Supplied records Block Start

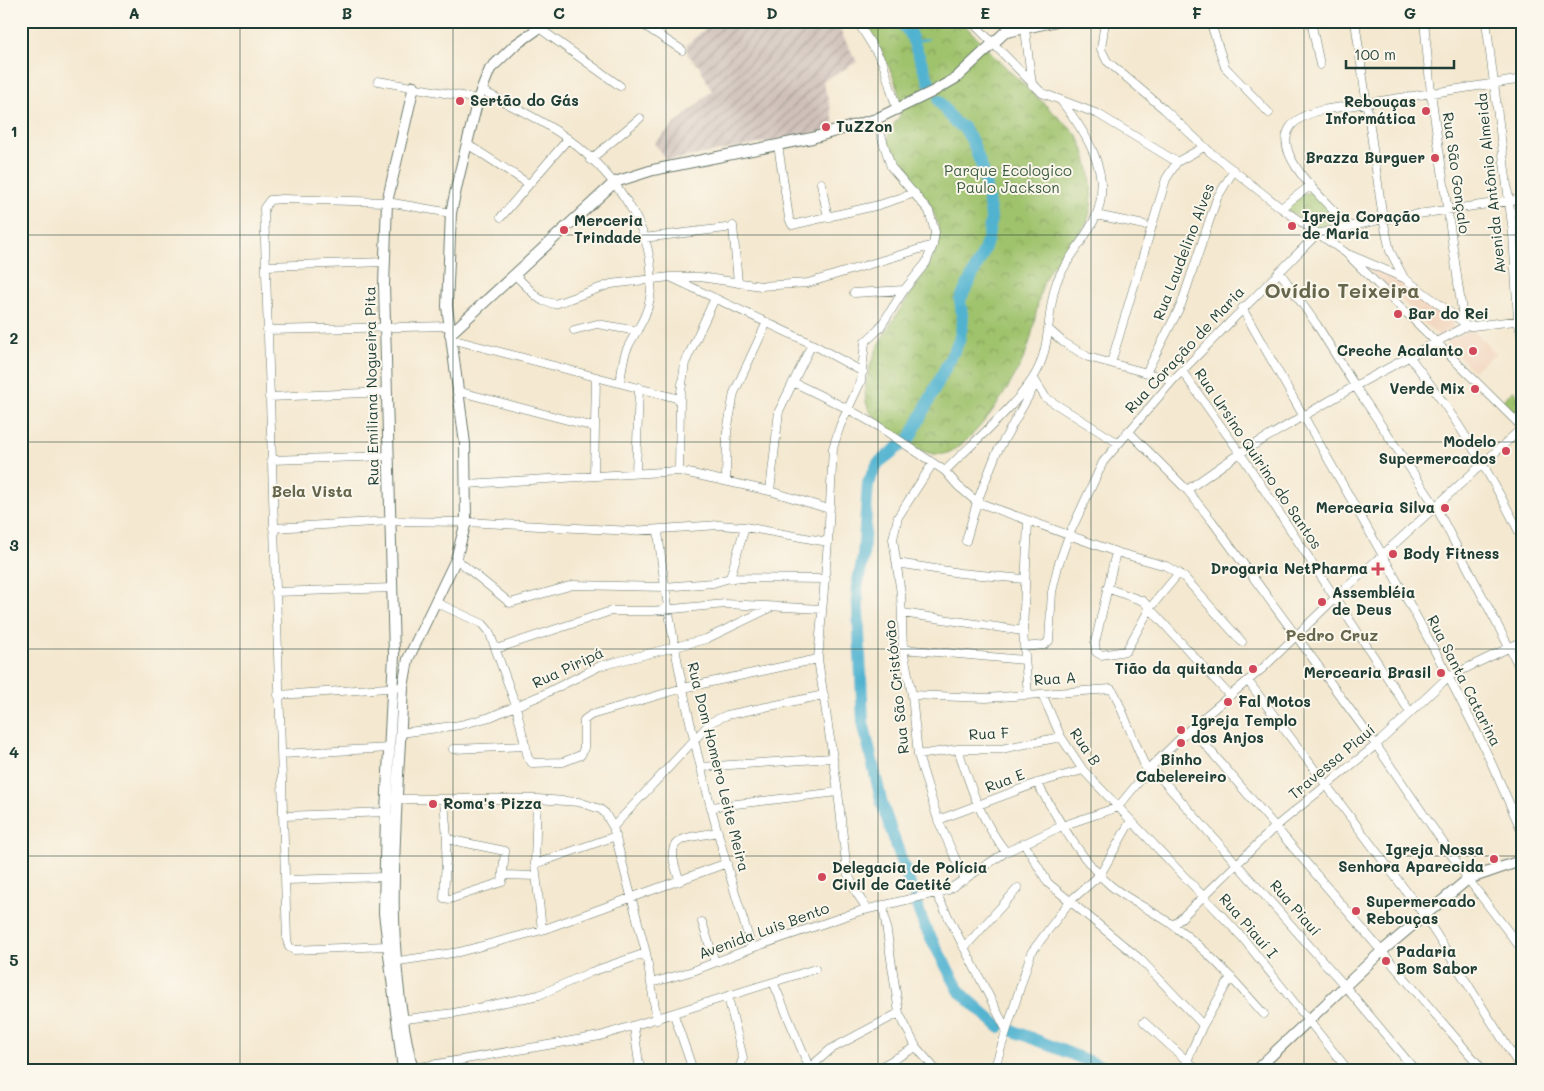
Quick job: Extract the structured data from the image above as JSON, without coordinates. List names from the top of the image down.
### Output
{
  "streets": {
    "street": [
      "Rua São Gonçalo",
      "Avenida Antônio Almeida",
      "Rua Laudelino Alves",
      "Rua Coração de Maria",
      "Rua Emiliana Nogueira Pita",
      "Rua Ursino Quirino do Santos",
      "Rua Piripá",
      "Rua A",
      "Rua Santa Catarina",
      "Rua São Cristóvão",
      "Rua F",
      "Rua B",
      "Travessa Piauí",
      "Rua Dom Homero Leite Meira",
      "Rua E",
      "Rua Piauí",
      "Rua Piauí I",
      "Avenida Luis Bento"
    ]
  },
  "crossings": [
    ["Rua São Gonçalo", "Rua Coração de Maria"],
    ["Avenida Antônio Almeida", "Rua Coração de Maria"],
    ["Rua Coração de Maria", "Rua Ursino Quirino do Santos"],
    ["Rua Coração de Maria", "Rua Santa Catarina"],
    ["Rua Ursino Quirino do Santos", "Travessa Piauí"],
    ["Rua Piripá", "Rua Dom Homero Leite Meira"],
    ["Rua A", "Rua São Cristóvão"],
    ["Rua A", "Rua B"],
    ["Rua A", "Rua Piauí"],
    ["Rua Santa Catarina", "Travessa Piauí"],
    ["Rua São Cristóvão", "Rua F"],
    ["Rua São Cristóvão", "Rua E"],
    ["Rua São Cristóvão", "Avenida Luis Bento"],
    ["Rua F", "Rua B"],
    ["Rua B", "Rua E"],
    ["Rua B", "Rua Piauí I"],
    ["Rua B", "Avenida Luis Bento"],
    ["Travessa Piauí", "Rua Piauí"],
    ["Travessa Piauí", "Rua Piauí I"],
    ["Rua Dom Homero Leite Meira", "Avenida Luis Bento"],
    ["Rua Piauí I", "Avenida Luis Bento"]
  ],
  "districts": ["Ovídio Teixeira", "Bela Vista", "Pedro Cruz"],
  "parks": ["Parque Ecologico Paulo Jackson"],
  "places": {
    "other": [
      "Sertão do Gás",
      "Rebouças Informática",
      "TuZZon",
      "Brazza Burguer",
      "Igreja Coração de Maria",
      "Merceria Trindade",
      "Bar do Rei",
      "Creche Acalanto",
      "Verde Mix",
      "Modelo Supermercados",
      "Mercearia Silva",
      "Body Fitness",
      "Assembléia de Deus",
      "Tião da quitanda",
      "Mercearia Brasil",
      "Fal Motos",
      "Igreja Templo dos Anjos",
      "Binho Cabelereiro",
      "Roma's Pizza",
      "Igreja Nossa Senhora Aparecida",
      "Delegacia de Polícia Civil de Caetité",
      "Supermercado Rebouças",
      "Padaria Bom Sabor"
    ],
    "health": ["Drogaria NetPharma"]
  },
  "scale_bar": "100 m",
  "grid": {
    "columns": [
      "A",
      "B",
      "C",
      "D",
      "E",
      "F",
      "G"
    ],
    "rows": [
      "1",
      "2",
      "3",
      "4",
      "5"
    ]
  }
}
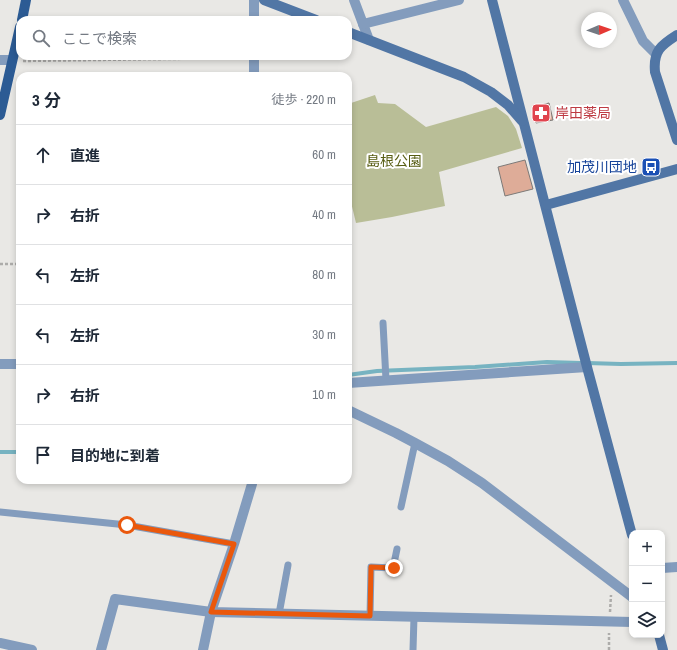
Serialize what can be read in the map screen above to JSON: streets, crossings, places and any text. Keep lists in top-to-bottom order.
{
  "parks": ["島根公園"],
  "places": {
    "pharmacy": ["岸田薬局"],
    "bus stop": ["加茂川団地"]
  },
  "north": "right",
  "page": {
    "search": "ここで検索",
    "heading": ["3 分", "徒歩 · 220 m"],
    "list": [
      ["直進", "60 m"],
      ["右折", "40 m"],
      ["左折", "80 m"],
      ["左折", "30 m"],
      ["右折", "10 m"],
      "目的地に到着"
    ],
    "map_buttons": ["+", "−"]
  }
}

Supplied records Block End

Task details: Find each line in the data above with the word "Leite", then copy it.

Response box:
      "Rua Dom Homero Leite Meira",
    ["Rua Piripá", "Rua Dom Homero Leite Meira"],
    ["Rua Dom Homero Leite Meira", "Avenida Luis Bento"],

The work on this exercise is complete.